Entre randonnéeet escalade Ascension du Pizzo Campo Tencia par la Cresta dei Corni

Captivante, pas trop difficile, mais toujours exposée: la Cresta dei Corni se prête à de l’escalade sur arête comme elle se pratiquait au temps de Whymper.

«Scrambling» (crapahutage), c’est ainsi que le gardien de la Capanna Campo Tencia, Franco Demarchi, appelle ce qui attend les randonneurs alpins ambitieux sur l’arête du Pizzo Campo Tencia. «Scrambling» est le terme qu’utilisaient les Anglais pour parler d’escalade avant qu’il ne se transforme en «climbing». Il s’agit d’une manière de se déplacer sur le rocher et dans les pentes abruptes à l’aide de ses mains et de ses pieds, souvent peu élégante mais d’autant plus palpitante. L’alpinisme anglo-saxon utilise le terme «scrambling»pour un itinéraire qui se situe à la frontière entre sentier de haute montagne et voie d’escalade. A la différence de la randonnée en montagne, le crapahutage nécessite le recours aux mains, et il se distingue de l’escalade du fait que celles-ci servent plutôt à stabiliser le corps qu’à soutenir son poids. Le crapahutage était typique des ascensions du deuxième et du troisième degré, itinéraires que parcouraient les auteurs des premières du 19e siècle: abondance de sensations fortes, technique limitée.
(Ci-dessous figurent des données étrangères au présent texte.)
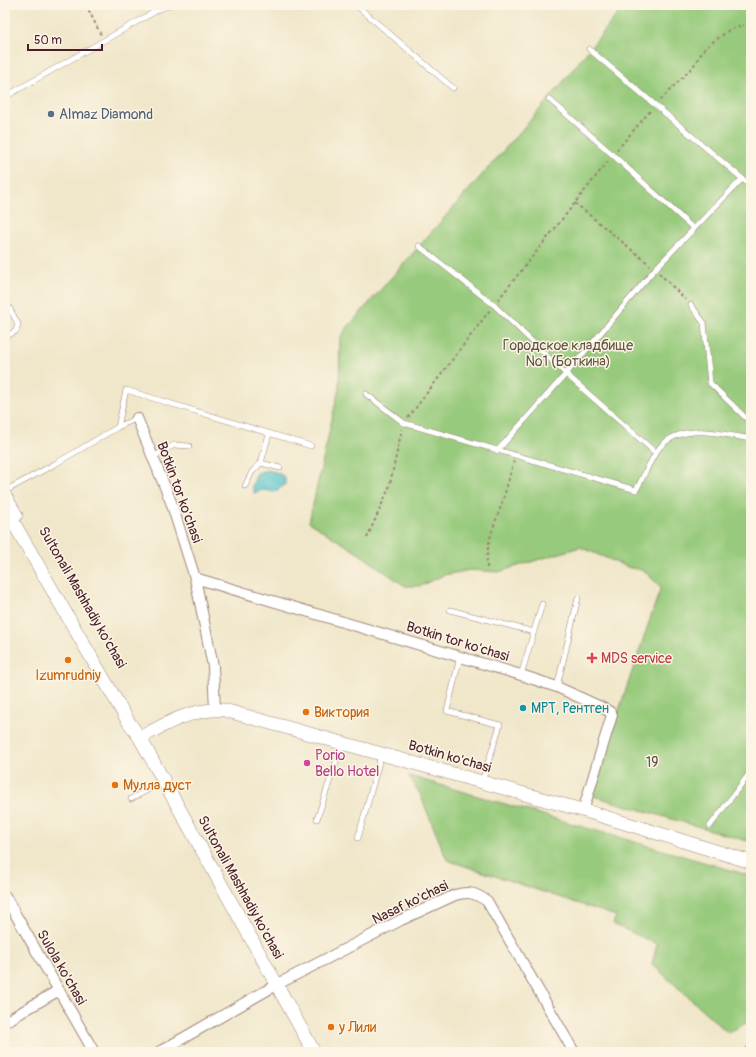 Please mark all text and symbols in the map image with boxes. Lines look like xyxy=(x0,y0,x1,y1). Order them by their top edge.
scale bar xyxy=(28,26,102,52)
text: 50 m xyxy=(34,33,62,48)
place label: Almaz Diamond xyxy=(59,106,153,123)
marker: Almaz Diamond xyxy=(46,109,56,119)
park label: Городское кладбище №1 (Боткина) xyxy=(503,337,633,370)
street label: Botkin tor ko'chasi xyxy=(153,439,206,546)
street label: Sultonali Mashhadiy ko'chasi xyxy=(35,523,130,672)
street label: Botkin tor ko'chasi xyxy=(404,618,512,665)
place label: MDS service xyxy=(601,650,672,667)
marker: MDS service xyxy=(586,652,598,664)
marker: Izumrudniy xyxy=(63,655,73,665)
place label: Izumrudniy xyxy=(35,667,101,684)
place label: МРТ, Рентген xyxy=(531,700,609,717)
marker: МРТ, Рентген xyxy=(518,703,528,713)
place label: Виктория xyxy=(314,704,369,721)
marker: Виктория xyxy=(301,707,311,717)
street label: Botkin ko'chasi xyxy=(407,737,494,777)
place label: Porio Bello Hotel xyxy=(315,747,379,780)
park label: 19 xyxy=(646,754,658,771)
marker: Porio Bello Hotel xyxy=(302,758,312,768)
place label: Мулла дуст xyxy=(123,777,192,794)
marker: Мулла дуст xyxy=(110,780,120,790)
street label: Sultonali Mashhadiy ko'chasi xyxy=(194,813,287,962)
street label: Nasaf ko'chasi xyxy=(369,876,451,928)
street label: Sulola ko'chasi xyxy=(33,927,90,1008)
place label: у Лили xyxy=(338,1019,376,1036)
marker: у Лили xyxy=(326,1022,336,1032)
Pour le randonneur ambitieux

Pour les grimpeurs d’aujourd’hui, les arêtes au rocher souvent délité et les vires rocheuses dans le deuxième et troisième degré sont depuis longtemps passées d’intérêt. Cependant, cela fait quelques années que des randonneurs alpins ambitieux en ont redécouvert l’attrait. L’escalade dans le troisième degré fait partie de leurs balades en «terrain d’aventure». Ils constituent le groupe cible de Franco Demarchi, qui a balisé et sécurisé autour de sa cabane, la Capanna Campo Tencia, une longue course d’arête. Elle s’étend du Passo Morghirolo (2561 m, sans nom sur la CN) au Pizzo Campo Tencia (3072 m) et passe par le Pizzo Canà (2947 m), les Tre Corni (2953 m) et le Pizzo Croslina (3012 m).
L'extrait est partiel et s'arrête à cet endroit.